(Data):
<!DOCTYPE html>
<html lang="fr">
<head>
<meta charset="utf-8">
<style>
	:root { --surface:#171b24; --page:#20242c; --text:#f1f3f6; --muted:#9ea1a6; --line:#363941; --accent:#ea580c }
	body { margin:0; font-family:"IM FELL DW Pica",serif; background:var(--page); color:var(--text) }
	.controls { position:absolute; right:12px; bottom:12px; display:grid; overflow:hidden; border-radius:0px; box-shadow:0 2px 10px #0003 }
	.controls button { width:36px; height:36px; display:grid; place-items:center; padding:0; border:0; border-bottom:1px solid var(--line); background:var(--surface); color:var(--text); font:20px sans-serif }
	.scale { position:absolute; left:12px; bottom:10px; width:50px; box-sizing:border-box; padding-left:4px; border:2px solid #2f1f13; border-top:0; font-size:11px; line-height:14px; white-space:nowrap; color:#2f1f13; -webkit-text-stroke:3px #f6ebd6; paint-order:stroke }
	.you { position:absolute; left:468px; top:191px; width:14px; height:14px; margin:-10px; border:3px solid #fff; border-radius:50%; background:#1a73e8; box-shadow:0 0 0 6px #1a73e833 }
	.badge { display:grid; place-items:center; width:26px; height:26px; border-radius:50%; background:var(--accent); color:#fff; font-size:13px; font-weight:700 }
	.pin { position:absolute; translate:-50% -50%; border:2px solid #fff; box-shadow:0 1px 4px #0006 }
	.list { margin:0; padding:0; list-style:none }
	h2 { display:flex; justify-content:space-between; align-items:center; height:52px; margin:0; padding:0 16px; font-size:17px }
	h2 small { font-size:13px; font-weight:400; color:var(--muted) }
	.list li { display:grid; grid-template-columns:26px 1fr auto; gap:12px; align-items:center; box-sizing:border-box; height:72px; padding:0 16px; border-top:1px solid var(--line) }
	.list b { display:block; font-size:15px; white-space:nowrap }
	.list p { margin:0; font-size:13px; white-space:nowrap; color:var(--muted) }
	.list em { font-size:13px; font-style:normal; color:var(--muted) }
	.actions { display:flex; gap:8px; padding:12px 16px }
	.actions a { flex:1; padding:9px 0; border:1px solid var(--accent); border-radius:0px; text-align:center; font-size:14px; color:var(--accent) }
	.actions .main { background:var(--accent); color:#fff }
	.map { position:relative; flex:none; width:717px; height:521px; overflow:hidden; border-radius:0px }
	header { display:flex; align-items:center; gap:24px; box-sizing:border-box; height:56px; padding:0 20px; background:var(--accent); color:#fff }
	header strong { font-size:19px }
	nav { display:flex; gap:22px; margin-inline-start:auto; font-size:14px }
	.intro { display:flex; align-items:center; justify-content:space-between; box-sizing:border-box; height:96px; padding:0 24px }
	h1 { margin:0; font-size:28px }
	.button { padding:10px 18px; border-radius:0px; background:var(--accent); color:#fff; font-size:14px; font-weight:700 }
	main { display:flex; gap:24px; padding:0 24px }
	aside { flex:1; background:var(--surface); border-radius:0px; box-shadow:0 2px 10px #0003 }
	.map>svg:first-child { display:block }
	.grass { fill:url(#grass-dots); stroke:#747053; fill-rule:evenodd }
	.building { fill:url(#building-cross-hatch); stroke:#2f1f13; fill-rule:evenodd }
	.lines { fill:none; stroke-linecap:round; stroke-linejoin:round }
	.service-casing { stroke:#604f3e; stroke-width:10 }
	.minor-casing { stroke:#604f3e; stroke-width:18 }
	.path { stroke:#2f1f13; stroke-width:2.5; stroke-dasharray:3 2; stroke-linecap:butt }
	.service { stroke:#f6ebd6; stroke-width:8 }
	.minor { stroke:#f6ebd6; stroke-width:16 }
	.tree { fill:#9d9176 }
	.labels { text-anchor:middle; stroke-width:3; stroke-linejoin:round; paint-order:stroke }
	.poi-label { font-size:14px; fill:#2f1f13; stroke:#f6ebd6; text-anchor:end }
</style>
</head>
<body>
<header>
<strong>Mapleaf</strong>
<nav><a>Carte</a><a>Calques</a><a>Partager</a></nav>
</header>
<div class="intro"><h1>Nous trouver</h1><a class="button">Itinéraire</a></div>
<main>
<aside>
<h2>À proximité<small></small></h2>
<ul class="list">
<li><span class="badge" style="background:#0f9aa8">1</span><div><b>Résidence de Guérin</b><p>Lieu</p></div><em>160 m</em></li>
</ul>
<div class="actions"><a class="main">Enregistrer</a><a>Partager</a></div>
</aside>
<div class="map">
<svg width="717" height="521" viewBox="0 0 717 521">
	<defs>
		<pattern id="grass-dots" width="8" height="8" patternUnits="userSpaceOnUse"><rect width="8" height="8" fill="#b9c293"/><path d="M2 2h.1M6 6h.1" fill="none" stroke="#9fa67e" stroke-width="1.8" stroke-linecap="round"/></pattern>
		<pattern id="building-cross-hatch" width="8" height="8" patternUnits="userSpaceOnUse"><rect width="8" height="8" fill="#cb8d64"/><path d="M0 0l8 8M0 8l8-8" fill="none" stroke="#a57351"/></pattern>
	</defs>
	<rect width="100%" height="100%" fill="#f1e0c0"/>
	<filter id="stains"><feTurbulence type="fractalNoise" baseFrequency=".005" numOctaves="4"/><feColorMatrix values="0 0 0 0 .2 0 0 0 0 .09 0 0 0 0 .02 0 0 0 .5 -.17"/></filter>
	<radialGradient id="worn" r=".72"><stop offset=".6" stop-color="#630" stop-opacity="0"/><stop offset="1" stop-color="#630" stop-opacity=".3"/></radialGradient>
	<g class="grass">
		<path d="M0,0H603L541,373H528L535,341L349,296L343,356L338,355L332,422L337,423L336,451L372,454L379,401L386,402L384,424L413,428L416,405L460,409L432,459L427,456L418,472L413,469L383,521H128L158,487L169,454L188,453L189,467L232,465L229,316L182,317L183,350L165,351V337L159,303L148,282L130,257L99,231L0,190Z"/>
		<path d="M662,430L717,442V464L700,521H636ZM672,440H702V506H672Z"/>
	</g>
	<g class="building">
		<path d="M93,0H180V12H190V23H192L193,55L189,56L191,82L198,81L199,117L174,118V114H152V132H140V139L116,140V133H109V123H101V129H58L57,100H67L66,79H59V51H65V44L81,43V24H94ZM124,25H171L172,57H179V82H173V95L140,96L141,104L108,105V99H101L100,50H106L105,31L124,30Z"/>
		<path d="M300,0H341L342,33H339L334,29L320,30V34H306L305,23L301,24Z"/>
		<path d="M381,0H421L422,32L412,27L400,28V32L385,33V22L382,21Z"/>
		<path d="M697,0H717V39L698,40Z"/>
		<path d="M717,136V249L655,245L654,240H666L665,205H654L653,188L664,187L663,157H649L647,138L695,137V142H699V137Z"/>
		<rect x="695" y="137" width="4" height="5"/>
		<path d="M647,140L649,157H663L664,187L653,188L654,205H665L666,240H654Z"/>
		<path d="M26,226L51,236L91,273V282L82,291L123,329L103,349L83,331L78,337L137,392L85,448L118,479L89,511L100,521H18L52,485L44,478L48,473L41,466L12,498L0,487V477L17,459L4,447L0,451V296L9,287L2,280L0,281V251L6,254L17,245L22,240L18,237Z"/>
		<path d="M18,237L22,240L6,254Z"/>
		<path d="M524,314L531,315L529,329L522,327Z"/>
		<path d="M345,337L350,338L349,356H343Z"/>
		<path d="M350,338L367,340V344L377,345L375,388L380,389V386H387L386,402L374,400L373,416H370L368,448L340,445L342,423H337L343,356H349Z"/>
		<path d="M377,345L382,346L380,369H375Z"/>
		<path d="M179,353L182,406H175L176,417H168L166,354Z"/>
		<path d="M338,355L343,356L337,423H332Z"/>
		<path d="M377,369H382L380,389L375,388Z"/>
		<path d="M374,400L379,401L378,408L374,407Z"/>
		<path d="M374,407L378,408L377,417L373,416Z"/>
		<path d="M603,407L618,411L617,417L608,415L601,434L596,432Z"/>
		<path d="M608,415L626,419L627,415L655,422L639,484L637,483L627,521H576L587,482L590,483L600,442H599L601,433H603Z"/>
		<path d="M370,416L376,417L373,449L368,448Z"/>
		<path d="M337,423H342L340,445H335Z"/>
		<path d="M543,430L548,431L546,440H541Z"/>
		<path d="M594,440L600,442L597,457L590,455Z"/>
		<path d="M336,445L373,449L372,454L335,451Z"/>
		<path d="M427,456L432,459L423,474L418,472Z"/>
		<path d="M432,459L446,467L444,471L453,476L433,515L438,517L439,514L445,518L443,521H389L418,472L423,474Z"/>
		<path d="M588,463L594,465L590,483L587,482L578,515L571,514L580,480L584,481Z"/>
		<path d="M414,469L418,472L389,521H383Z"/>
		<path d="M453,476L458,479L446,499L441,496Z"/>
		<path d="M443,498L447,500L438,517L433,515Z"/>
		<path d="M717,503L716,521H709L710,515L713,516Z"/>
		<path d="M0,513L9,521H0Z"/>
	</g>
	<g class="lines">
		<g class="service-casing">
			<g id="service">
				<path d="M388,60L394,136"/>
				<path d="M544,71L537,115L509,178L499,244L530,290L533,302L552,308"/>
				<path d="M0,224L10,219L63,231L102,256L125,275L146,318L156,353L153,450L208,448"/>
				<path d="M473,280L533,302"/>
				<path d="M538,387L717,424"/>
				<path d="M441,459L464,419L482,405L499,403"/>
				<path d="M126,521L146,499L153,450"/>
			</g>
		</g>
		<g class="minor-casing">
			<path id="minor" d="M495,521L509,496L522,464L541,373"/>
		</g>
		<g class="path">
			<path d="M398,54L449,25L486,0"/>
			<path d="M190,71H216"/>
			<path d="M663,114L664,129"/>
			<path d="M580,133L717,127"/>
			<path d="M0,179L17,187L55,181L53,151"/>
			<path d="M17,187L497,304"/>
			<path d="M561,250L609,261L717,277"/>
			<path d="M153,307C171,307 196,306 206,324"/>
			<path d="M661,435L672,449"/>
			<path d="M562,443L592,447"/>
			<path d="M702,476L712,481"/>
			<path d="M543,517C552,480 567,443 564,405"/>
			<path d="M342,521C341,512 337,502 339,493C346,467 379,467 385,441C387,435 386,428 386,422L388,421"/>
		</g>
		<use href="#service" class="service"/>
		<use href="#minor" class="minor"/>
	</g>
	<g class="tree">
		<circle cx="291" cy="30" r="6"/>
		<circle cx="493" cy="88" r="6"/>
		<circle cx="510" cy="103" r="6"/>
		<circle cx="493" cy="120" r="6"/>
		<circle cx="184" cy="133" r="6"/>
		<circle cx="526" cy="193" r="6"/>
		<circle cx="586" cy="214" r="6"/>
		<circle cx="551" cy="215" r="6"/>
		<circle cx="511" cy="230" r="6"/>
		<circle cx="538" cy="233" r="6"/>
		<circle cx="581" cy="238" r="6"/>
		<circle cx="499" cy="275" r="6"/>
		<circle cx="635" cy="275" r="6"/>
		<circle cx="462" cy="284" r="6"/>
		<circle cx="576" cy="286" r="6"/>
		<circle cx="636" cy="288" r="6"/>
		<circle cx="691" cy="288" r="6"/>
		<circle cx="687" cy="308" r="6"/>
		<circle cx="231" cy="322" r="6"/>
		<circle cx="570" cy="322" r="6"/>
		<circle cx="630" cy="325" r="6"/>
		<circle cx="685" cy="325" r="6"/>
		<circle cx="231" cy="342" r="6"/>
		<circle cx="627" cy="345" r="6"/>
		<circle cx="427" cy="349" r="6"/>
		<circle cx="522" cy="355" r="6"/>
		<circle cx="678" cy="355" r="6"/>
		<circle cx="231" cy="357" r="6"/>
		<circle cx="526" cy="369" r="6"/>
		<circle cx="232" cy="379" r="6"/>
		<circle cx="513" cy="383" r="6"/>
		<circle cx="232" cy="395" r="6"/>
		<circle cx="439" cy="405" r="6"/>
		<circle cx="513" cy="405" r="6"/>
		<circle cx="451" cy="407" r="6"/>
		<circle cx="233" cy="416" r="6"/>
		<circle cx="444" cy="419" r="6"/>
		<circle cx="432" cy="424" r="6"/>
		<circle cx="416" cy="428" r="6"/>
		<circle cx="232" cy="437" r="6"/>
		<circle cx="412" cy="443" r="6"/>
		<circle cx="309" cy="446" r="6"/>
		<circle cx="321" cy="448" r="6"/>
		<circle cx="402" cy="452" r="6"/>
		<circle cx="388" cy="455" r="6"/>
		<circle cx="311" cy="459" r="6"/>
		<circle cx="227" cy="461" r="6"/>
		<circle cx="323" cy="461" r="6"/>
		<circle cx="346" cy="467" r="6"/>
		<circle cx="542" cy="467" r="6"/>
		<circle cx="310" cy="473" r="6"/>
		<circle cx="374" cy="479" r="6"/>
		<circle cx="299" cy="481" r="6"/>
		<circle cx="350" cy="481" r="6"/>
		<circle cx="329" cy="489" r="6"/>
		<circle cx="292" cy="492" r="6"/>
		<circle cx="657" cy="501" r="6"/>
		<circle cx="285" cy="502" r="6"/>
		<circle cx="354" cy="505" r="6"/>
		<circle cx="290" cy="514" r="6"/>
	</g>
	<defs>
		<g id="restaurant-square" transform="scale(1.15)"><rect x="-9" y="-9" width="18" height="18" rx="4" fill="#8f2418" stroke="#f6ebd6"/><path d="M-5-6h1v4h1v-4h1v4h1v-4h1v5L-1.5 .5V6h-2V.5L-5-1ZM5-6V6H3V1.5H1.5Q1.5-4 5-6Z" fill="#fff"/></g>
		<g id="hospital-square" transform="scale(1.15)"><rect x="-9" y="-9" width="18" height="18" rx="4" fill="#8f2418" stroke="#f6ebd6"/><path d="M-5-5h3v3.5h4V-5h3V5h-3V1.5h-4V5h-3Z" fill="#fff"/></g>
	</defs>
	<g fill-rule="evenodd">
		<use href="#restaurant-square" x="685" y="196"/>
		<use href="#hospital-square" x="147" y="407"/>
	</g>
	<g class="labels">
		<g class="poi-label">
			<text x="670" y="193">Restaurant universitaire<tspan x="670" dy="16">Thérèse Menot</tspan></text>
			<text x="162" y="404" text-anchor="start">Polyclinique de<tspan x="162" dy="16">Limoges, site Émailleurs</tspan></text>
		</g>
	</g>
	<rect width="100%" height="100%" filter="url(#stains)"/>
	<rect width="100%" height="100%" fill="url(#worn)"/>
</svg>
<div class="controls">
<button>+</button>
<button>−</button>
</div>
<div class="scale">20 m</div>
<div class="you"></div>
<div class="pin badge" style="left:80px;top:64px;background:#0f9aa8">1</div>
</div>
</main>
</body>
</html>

(Work task): Return all lines of the data in which the string "worn" appears.

(Result for this exercise):
	<radialGradient id="worn" r=".72"><stop offset=".6" stop-color="#630" stop-opacity="0"/><stop offset="1" stop-color="#630" stop-opacity=".3"/></radialGradient>
	<rect width="100%" height="100%" fill="url(#worn)"/>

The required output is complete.